Selon le rapport statistique annuel du Haut Commissariat aux réfugiés des Nations unies (HCR), le nombre de personnes déracinées dans le monde en 2016, a dépassé les 60 millions, atteignant le seuil historique de 65,6 millions de personnes, soit l'équivalent de l'intégralité de la population française ou italienne. 17,2 millions ont fui leur pays (parmi lesquels 5,5 millions de Syriens, 2,5 millions d'Afghans, 1,4 million de Soudanais etc.) et 40,3 millions sont réfugiés dans leur propre pays.

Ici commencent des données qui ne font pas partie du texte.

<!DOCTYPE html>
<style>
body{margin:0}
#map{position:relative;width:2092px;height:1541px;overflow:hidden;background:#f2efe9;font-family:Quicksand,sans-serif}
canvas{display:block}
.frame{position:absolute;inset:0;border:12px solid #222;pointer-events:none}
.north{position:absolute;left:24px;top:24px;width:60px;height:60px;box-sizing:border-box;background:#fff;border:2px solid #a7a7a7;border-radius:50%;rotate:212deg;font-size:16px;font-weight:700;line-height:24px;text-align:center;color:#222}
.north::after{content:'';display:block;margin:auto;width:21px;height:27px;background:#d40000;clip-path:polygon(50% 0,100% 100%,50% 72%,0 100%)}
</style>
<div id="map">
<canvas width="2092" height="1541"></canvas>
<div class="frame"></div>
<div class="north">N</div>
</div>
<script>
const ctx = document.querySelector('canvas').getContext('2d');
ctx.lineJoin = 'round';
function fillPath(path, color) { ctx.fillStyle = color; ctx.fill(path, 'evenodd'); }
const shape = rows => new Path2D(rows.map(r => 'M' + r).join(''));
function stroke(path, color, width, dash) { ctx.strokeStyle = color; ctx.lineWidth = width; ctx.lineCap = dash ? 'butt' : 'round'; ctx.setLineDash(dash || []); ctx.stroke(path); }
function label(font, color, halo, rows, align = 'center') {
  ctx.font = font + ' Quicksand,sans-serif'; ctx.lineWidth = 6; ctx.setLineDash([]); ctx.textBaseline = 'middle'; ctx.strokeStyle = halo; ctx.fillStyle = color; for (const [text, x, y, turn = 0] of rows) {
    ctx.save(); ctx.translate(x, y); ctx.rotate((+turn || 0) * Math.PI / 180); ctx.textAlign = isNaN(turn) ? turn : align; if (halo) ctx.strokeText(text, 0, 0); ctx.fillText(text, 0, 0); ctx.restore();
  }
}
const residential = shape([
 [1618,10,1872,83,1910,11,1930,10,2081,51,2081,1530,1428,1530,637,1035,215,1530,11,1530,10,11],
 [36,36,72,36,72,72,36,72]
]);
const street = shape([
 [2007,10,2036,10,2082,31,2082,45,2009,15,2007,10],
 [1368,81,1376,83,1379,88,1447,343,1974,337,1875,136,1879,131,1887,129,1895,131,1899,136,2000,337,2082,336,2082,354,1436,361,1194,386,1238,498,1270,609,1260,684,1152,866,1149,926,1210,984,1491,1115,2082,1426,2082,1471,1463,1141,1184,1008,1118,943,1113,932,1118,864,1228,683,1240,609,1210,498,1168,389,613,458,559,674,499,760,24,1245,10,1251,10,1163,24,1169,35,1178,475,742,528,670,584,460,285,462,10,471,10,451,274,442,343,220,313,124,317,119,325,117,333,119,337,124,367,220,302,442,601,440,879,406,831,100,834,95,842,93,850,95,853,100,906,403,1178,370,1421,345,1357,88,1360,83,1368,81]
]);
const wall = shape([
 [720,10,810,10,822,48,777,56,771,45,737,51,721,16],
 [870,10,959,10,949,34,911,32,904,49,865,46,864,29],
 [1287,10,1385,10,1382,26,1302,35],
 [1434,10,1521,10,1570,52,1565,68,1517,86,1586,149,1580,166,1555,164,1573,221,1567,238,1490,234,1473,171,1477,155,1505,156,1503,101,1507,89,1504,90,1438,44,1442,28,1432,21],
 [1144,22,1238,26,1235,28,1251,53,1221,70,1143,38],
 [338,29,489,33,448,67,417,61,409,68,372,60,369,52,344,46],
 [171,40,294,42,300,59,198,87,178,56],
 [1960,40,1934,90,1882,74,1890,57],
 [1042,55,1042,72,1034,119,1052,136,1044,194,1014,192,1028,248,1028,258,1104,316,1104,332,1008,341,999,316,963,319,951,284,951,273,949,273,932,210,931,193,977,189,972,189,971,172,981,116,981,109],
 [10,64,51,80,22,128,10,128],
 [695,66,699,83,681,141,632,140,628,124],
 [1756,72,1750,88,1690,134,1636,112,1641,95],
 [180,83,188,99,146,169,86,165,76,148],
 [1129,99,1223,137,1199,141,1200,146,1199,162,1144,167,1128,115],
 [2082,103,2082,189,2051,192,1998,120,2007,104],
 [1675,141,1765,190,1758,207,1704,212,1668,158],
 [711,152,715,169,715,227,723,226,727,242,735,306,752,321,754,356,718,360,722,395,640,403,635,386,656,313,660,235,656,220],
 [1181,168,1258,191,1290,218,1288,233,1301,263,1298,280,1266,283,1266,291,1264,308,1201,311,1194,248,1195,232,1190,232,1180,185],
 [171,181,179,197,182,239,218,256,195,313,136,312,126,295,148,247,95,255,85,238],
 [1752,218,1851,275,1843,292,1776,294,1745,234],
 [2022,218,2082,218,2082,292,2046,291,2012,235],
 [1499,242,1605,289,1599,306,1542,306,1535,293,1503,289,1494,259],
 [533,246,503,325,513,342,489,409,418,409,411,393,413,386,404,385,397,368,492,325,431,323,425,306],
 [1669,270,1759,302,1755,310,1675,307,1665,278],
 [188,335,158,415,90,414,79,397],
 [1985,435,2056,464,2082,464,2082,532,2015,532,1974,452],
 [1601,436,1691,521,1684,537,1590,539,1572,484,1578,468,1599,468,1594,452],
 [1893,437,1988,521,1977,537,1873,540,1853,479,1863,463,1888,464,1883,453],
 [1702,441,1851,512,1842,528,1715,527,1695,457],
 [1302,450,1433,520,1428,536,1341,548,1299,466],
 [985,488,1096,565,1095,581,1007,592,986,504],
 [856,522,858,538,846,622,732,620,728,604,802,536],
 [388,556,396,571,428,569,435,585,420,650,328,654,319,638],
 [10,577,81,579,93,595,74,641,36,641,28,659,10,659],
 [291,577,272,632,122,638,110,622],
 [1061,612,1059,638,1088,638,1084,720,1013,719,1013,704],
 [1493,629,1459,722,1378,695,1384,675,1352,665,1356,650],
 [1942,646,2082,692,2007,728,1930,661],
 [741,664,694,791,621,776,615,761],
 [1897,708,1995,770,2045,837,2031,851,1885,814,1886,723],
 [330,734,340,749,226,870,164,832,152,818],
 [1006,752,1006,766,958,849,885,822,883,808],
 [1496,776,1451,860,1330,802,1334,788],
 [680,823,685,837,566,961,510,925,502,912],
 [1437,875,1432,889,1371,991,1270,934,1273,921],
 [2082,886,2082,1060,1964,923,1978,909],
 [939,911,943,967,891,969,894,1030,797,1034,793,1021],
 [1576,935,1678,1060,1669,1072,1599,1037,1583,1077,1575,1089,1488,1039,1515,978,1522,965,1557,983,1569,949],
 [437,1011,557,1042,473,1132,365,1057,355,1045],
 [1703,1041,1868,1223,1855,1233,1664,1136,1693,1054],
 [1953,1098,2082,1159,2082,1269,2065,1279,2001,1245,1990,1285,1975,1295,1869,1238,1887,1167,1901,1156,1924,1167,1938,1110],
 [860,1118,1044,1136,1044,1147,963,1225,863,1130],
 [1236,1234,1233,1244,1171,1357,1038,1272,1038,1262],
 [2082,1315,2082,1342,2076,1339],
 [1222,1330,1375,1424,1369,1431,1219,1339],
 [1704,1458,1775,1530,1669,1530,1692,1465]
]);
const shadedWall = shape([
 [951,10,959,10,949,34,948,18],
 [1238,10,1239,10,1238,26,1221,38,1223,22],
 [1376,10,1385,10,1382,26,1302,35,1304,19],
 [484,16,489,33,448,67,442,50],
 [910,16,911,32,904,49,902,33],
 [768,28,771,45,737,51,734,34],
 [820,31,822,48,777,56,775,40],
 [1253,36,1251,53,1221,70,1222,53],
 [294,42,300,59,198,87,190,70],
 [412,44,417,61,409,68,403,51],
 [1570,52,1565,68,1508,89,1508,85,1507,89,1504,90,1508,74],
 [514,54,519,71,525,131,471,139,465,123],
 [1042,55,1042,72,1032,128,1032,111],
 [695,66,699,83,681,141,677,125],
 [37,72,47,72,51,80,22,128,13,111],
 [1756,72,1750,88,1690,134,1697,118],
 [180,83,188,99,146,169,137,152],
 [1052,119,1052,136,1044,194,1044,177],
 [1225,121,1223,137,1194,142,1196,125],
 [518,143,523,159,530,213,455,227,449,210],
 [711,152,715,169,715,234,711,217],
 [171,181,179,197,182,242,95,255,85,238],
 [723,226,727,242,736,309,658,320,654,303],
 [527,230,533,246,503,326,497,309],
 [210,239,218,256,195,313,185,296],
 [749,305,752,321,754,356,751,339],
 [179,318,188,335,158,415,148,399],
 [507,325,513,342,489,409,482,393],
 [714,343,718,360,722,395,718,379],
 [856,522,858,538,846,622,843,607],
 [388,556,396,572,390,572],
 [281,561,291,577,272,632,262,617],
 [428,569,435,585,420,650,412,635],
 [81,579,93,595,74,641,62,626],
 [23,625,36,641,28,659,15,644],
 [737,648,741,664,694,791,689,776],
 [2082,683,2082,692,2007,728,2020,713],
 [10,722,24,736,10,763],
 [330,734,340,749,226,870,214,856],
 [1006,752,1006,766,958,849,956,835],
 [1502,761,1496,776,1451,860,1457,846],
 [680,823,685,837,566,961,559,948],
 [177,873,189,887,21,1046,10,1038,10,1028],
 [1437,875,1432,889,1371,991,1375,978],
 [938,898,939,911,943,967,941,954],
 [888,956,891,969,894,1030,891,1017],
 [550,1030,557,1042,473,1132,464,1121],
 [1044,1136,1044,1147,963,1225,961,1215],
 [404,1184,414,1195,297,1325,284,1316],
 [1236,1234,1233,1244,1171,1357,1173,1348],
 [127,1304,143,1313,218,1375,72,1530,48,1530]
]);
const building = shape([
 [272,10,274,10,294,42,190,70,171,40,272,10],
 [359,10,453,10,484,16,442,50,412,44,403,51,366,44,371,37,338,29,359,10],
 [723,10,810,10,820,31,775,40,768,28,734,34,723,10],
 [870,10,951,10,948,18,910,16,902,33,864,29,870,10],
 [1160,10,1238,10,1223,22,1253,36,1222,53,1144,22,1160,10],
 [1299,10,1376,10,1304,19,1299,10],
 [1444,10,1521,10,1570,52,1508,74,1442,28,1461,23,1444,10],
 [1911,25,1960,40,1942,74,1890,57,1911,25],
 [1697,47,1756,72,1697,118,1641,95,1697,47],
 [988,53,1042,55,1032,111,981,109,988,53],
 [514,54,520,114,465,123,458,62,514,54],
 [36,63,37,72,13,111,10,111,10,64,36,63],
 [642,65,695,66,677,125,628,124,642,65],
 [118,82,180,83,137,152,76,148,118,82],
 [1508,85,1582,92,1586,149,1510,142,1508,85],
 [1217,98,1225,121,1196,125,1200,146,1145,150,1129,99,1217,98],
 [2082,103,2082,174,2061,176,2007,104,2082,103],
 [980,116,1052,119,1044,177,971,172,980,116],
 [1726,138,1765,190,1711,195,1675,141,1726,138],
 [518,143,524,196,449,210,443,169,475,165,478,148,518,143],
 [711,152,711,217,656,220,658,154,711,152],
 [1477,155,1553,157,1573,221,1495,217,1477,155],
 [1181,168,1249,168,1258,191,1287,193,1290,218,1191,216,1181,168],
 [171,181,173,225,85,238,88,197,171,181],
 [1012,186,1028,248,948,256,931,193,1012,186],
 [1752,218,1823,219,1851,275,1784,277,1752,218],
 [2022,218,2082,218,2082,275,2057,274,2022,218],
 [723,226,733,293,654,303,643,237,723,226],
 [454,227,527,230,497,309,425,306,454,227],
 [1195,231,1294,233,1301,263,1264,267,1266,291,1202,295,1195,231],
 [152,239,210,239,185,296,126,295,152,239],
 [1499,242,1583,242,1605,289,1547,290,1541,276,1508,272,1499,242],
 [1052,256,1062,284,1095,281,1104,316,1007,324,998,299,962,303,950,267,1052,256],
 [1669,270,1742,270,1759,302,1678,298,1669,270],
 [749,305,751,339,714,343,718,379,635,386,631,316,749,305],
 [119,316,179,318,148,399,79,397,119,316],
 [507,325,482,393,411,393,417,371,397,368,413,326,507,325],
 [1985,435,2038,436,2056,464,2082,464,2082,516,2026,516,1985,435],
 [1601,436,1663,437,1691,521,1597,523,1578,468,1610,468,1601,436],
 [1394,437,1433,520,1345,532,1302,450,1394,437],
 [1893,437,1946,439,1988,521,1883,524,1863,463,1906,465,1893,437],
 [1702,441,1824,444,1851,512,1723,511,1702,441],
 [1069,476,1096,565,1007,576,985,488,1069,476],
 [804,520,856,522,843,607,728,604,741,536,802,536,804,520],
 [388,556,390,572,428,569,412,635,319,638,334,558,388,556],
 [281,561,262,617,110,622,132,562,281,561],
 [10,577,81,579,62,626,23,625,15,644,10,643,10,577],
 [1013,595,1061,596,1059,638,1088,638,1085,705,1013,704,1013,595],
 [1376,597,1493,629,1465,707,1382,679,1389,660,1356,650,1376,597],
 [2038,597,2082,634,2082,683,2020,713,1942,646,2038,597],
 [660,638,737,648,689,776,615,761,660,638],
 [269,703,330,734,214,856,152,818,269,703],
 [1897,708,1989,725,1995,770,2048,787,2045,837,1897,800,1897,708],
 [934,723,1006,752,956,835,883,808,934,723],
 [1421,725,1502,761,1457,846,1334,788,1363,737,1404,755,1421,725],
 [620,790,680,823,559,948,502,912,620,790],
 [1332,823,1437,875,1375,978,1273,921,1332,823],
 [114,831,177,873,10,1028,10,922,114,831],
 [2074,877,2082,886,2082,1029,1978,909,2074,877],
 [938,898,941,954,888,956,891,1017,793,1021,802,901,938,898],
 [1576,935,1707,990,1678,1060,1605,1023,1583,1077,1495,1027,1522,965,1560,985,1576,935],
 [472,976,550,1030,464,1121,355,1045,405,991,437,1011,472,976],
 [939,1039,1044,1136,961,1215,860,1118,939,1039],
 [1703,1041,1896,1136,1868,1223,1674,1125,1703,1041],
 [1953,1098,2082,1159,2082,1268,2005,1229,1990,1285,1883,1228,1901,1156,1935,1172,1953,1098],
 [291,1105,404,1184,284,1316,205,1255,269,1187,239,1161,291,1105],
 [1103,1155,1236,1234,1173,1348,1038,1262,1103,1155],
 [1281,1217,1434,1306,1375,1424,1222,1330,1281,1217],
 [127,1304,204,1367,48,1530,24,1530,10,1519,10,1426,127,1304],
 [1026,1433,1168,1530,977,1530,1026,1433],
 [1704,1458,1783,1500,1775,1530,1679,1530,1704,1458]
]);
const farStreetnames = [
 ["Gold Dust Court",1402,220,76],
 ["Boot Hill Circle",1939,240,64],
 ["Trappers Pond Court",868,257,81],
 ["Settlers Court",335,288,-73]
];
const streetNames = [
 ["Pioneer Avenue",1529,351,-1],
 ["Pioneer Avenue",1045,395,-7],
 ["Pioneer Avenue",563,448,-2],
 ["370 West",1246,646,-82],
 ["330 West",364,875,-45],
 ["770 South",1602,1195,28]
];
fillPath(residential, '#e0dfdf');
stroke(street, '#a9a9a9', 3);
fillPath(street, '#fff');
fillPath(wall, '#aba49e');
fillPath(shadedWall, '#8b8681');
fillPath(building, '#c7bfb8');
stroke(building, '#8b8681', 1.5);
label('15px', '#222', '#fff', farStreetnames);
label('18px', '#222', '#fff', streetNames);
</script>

Chiffres auxquels il convient d'ajouter les chercheurs d'asyle.
Des statistiques absolument ahurissantes !
L'écrivain autrichien Joseph Roth (1894-1939) a publié son ouvrage "La fuite sans fin" en 1927. La même année, d'ailleurs, que son "Juifs en errance", que j'ai chroniqué pour les lectrices et lecteurs de Babelio, le 10-06-2017, et auquel je me permets de renvoyer pour, en autres, ses relations avec d'autres auteurs, tel son ami et compatriote, le grand et toujours très populaire Stefan Zweig (1881-1942).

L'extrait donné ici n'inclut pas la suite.